France agrees terms with Pacific leaders for New Caledonia mission

France agrees terms with Pacific leaders for New Caledonia mission

NOUMEA
France agrees terms with Pacific leaders for New Caledonia mission

France has agreed terms with Pacific leaders seeking a fact-finding mission to riot-crippled territory New Caledonia, the French ambassador to the Pacific said at a regional summit Thursday.

The 18-nation Pacific Islands Forum, which counts French territory New Caledonia as a member, has been seeking to visit the archipelago in an effort to resolve months of deadly violence.

Pacific leaders were due to visit earlier in August, but the trip fell apart amid diplomatic squabbling over its terms of reference.

France's ambassador to the Pacific, Veronique Roger-Lacan, said those terms had now been settled, although the date of the mission was still to be decided.

"The mission will be an information mission," she told reporters at a key forum in the Pacific kingdom of Tonga.

"The time and duration of the mission will have to be decided, in discussion with the (forum), the French state, and the government of New Caledonia."

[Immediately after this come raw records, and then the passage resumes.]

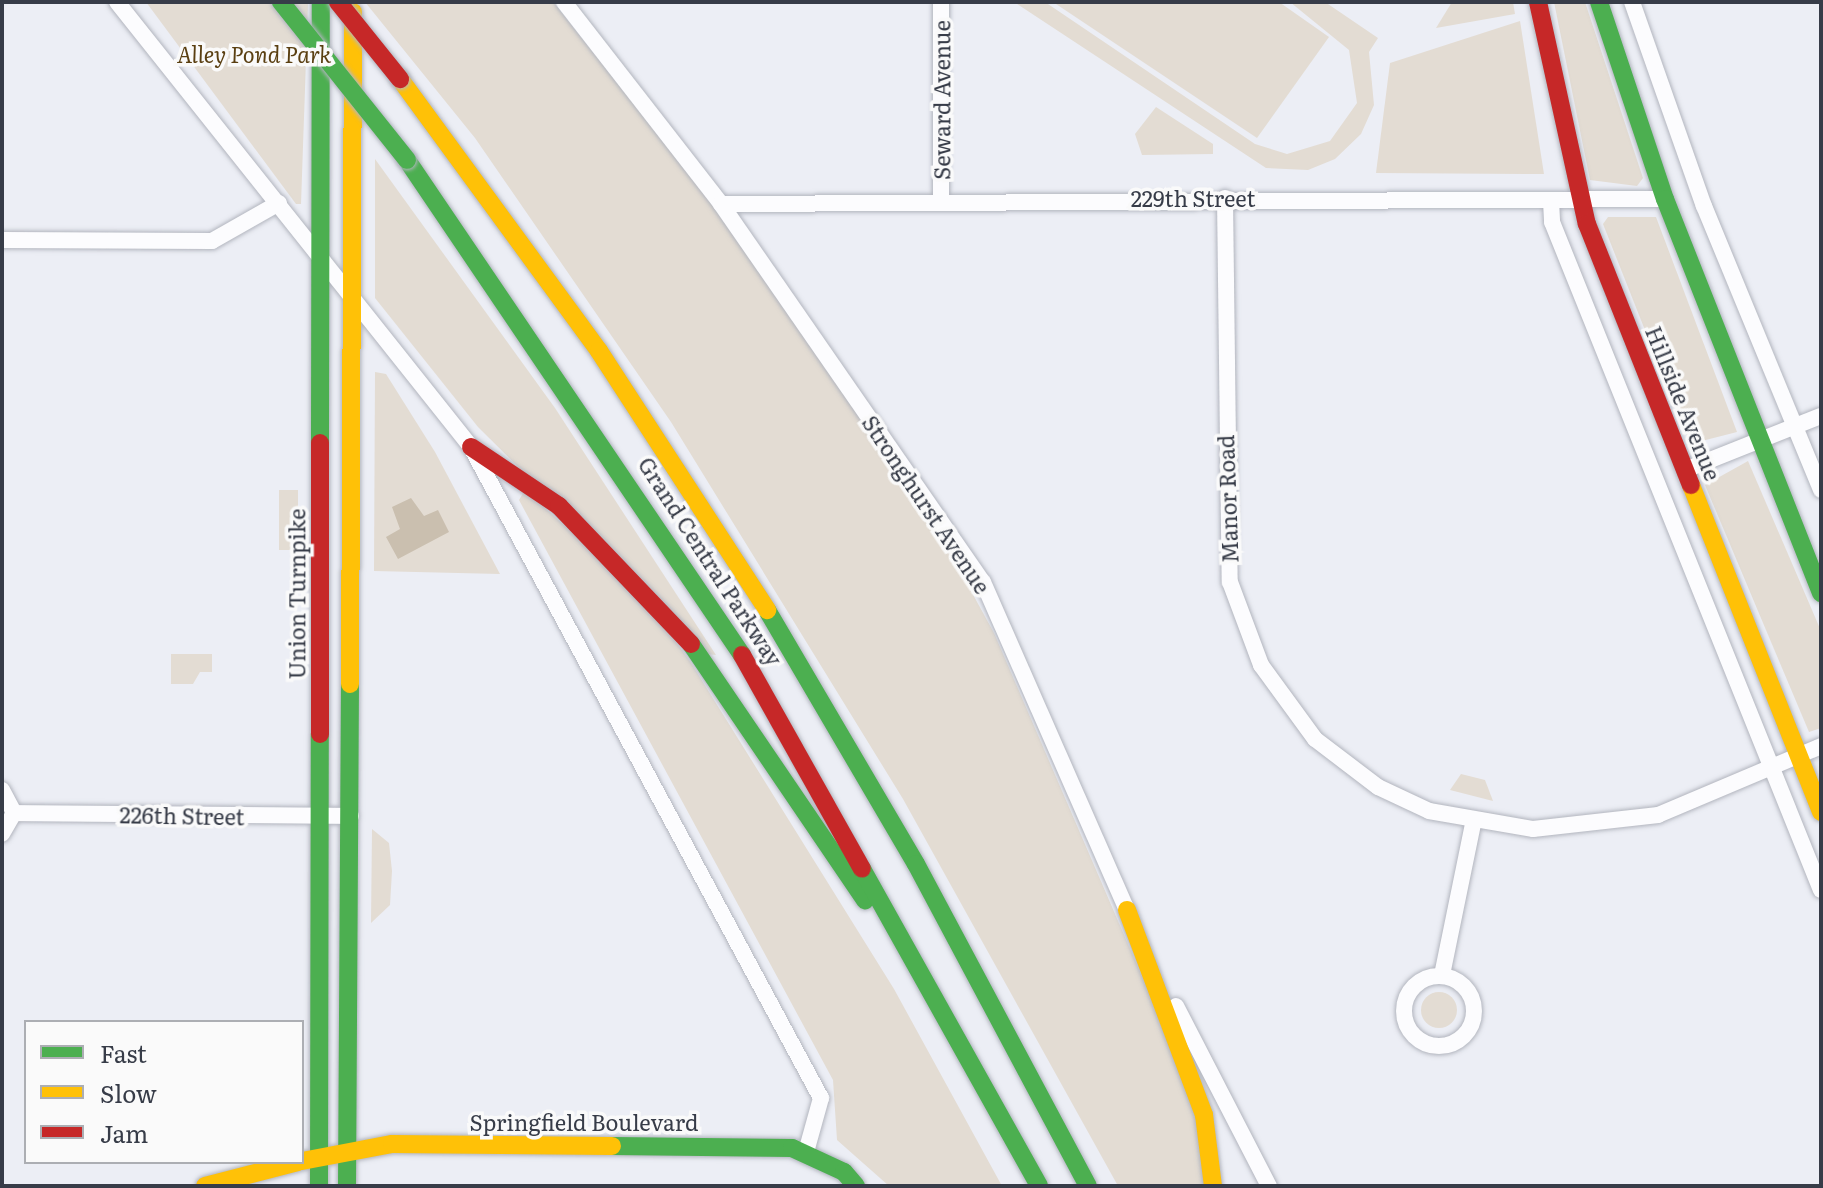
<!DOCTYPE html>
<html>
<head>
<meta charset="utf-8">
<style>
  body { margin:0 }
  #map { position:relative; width:1823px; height:1188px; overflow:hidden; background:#eceef5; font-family:Literata,serif }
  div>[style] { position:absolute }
  .green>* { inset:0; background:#e3dcd3; transform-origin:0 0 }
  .round { border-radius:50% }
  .water>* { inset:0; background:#cabfaf }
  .roads { filter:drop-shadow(0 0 2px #b2b5be) drop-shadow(0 0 2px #b2b5be) }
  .street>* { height:16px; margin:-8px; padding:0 8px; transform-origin:8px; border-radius:8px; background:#fcfcfe }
  .street>.ring { margin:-8px; padding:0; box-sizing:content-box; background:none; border:16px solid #fcfcfe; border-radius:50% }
  .fast>* { height:18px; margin:-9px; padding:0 9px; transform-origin:9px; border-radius:9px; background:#4caf50 }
  .slow>* { height:18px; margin:-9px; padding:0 9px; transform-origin:9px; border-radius:9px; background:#ffc107 }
  .jam>* { height:18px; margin:-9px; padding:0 9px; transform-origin:9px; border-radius:9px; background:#c62828 }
  .bridges { filter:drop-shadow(0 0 2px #b2b5be) drop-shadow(0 0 2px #b2b5be) }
  .fast-bridge>* { height:18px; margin:-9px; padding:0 9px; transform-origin:9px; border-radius:9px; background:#4caf50 }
  .jam-bridge>* { height:18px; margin:-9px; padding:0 9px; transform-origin:9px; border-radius:9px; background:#c62828 }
  span { translate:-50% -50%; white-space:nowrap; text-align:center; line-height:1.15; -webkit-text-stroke:7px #fafafa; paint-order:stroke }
  .park-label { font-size:22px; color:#5a3f11; font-style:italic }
  .street-label { font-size:22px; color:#373c48 }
  .frame { position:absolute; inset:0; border:4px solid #373c48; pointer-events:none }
  .legend { position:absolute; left:24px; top:1020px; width:280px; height:144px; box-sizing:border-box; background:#fafafa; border:2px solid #acaeb3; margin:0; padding:10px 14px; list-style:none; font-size:24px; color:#373c48 }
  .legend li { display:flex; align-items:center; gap:16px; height:40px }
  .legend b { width:40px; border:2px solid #acaeb3 }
</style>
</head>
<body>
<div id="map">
  <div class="green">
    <div style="clip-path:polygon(146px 2px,308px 2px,301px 204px,296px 204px)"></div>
    <div style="clip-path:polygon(365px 2px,553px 2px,736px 232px,941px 536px,994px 633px,1196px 1102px,1207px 1186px,1118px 1186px,903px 799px,671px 422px,475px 138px)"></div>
    <div style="clip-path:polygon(1014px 2px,1045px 2px,1255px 144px,1287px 154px,1330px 141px,1357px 103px,1349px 50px,1290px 2px,1325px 2px,1378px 38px,1369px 52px,1374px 105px,1361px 134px,1335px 159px,1308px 170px,1266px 168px)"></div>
    <div style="clip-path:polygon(1053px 2px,1279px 2px,1329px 37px,1257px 138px)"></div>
    <div style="clip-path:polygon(1452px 2px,1513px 2px,1515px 14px,1436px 28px)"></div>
    <div style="clip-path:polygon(1554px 2px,1585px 2px,1643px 178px,1637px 186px,1590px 180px)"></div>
    <div style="clip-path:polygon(1520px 21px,1544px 174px,1376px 173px,1390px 63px)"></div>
    <div style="clip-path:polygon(1156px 107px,1213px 144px,1213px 154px,1142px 155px,1135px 134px)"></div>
    <div style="clip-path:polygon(375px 159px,555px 408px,716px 655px,707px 654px,478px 427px,375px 298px)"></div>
    <div style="clip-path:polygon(1608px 217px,1656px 217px,1737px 432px,1690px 444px,1603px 224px)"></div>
    <div style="clip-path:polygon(375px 372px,386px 374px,435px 452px,500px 574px,374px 571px)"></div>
    <div style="clip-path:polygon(1748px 461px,1821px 631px,1821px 728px,1809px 732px,1705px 485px)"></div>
    <div style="left:279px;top:490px;width:19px;height:60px"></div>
    <div style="clip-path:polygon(525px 490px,645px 599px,691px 663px,894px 989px,1002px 1186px,889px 1186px,837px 1140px,833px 1080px,519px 500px)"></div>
    <div style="clip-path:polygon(171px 654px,212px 654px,212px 672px,200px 672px,193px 684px,171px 684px)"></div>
    <div style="clip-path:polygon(1461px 774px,1485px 780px,1493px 801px,1450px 790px)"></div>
    <div style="clip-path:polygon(372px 829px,389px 843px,392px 871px,390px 905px,371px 923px)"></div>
    <div class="round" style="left:1421px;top:992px;width:36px;height:36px"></div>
  </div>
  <div class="water">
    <div style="clip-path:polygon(411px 498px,424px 516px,438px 510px,449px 532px,398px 559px,386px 537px,400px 529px,392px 507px)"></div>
  </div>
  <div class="roads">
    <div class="street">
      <div style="left:117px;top:2px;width:569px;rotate:51.5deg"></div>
      <div style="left:471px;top:447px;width:739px;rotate:61.74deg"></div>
      <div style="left:821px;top:1098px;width:56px;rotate:105.5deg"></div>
      <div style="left:564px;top:2px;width:256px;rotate:52.1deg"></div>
      <div style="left:721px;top:204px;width:460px;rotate:55.3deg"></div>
      <div style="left:983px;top:582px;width:363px;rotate:66.3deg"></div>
      <div style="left:1632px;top:2px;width:216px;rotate:70.6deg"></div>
      <div style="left:1704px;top:206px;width:307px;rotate:67.6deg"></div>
      <div style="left:1225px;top:198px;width:384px;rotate:89.3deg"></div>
      <div style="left:1230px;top:582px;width:89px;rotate:69.5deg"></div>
      <div style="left:1261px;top:665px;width:92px;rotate:53.9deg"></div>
      <div style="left:1315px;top:739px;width:79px;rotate:37.3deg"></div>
      <div style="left:1378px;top:787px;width:56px;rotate:25.2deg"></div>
      <div style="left:1429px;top:811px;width:106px;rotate:9.8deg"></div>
      <div style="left:1533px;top:829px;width:126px;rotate:-6.4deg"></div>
      <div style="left:1658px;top:815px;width:177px;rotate:-22.9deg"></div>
      <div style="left:941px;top:199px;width:197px;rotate:-90deg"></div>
      <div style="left:1551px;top:201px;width:21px;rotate:87deg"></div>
      <div style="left:1552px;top:222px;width:720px;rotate:68.07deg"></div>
      <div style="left:721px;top:204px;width:944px;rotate:-0.3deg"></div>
      <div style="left:2px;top:240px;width:210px;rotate:0.3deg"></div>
      <div style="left:212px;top:241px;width:77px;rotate:-29.6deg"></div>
      <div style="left:1685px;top:470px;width:146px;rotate:-21.7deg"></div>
      <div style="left:2px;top:790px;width:26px;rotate:62deg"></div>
      <div style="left:14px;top:813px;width:24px;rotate:120deg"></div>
      <div style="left:14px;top:813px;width:337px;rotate:0.5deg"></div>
      <div style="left:1442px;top:975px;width:154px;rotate:-78.4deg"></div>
      <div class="ring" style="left:1404px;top:976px;width:54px;height:54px"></div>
      <div style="left:1176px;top:1006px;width:203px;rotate:62.7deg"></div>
    </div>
    <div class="fast">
      <div style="left:1599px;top:2px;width:208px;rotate:71.5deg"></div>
      <div style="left:1665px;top:199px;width:424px;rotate:68.4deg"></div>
      <div style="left:407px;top:160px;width:598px;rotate:55.91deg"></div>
      <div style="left:320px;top:443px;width:441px;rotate:-89.9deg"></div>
      <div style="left:767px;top:610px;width:294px;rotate:59.6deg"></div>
      <div style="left:916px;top:864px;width:365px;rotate:61.9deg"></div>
      <div style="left:691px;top:644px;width:310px;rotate:55.8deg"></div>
      <div style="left:862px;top:869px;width:363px;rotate:60.8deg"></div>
      <div style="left:612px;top:1146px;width:180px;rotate:0.6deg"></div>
      <div style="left:792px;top:1148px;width:57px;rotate:24.8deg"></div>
      <div style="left:844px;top:1172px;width:18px;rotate:49deg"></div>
      <div style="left:319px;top:1186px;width:452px;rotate:-89.9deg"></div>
      <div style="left:347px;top:1186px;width:502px;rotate:-89.66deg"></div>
    </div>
    <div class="slow">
      <div style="left:400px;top:79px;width:337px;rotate:53.8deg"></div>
      <div style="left:599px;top:351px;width:309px;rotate:57deg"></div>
      <div style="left:1691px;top:485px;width:352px;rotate:68.3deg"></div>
      <div style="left:350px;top:684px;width:672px;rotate:-89.74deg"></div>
      <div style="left:1127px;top:910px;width:219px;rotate:69.4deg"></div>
      <div style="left:1204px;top:1115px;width:72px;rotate:82.8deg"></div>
      <div style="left:302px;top:1161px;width:92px;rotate:-10.7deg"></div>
      <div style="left:392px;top:1144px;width:220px;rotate:0.5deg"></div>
      <div style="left:205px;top:1186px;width:96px;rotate:-14.5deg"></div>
    </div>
    <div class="jam">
      <div style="left:1538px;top:2px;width:227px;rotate:77.6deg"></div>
      <div style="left:1587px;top:224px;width:281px;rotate:68.3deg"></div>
      <div style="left:471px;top:447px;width:106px;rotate:33.8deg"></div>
      <div style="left:559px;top:506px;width:191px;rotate:46.3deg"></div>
      <div style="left:742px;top:655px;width:245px;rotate:60.7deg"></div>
      <div style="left:320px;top:734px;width:291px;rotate:-90deg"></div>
    </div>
  </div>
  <div class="bridges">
    <div class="fast-bridge">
      <div style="left:281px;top:2px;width:202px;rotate:51.4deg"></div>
    </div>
    <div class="jam-bridge">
      <div style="left:338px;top:2px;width:99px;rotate:51.2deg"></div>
    </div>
  </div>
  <div class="park-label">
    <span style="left:254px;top:54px">Alley Pond Park</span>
  </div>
  <div class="street-label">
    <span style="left:941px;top:100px;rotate:-90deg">Seward Avenue</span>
    <span style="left:1193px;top:198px">229th Street</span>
    <span style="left:1684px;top:403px;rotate:68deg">Hillside Avenue</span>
    <span style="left:1227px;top:499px;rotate:-92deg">Manor Road</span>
    <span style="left:927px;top:504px;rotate:56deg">Stronghurst Avenue</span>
    <span style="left:711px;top:561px;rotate:57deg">Grand Central Parkway</span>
    <span style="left:296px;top:594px;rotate:-90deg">Union Turnpike</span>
    <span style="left:182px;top:815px;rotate:1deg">226th Street</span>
    <span style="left:584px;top:1122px">Springfield Boulevard</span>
  </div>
  <div class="frame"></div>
  <ul class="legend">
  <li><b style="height:10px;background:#4caf50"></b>Fast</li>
  <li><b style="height:10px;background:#ffc107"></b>Slow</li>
  <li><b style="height:10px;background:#c62828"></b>Jam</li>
  </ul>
</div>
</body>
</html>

Unrest broke out in mid-May over a planned expansion of the electoral roll that indigenous Kanaks feared would dilute their vote and put independence forever out of reach.

The Kanak cause resonates widely in the Pacific bloc, which is stacked with former colonies now fiercely proud of their own hard-won sovereignty.

The pro-independence president of French Polynesia has urged France to adopt a different approach.

France sent thousands of troops and police to restore order in the archipelago, almost 17,000 kilometers (10,600 miles) from Paris.

The electoral reforms were suspended in June.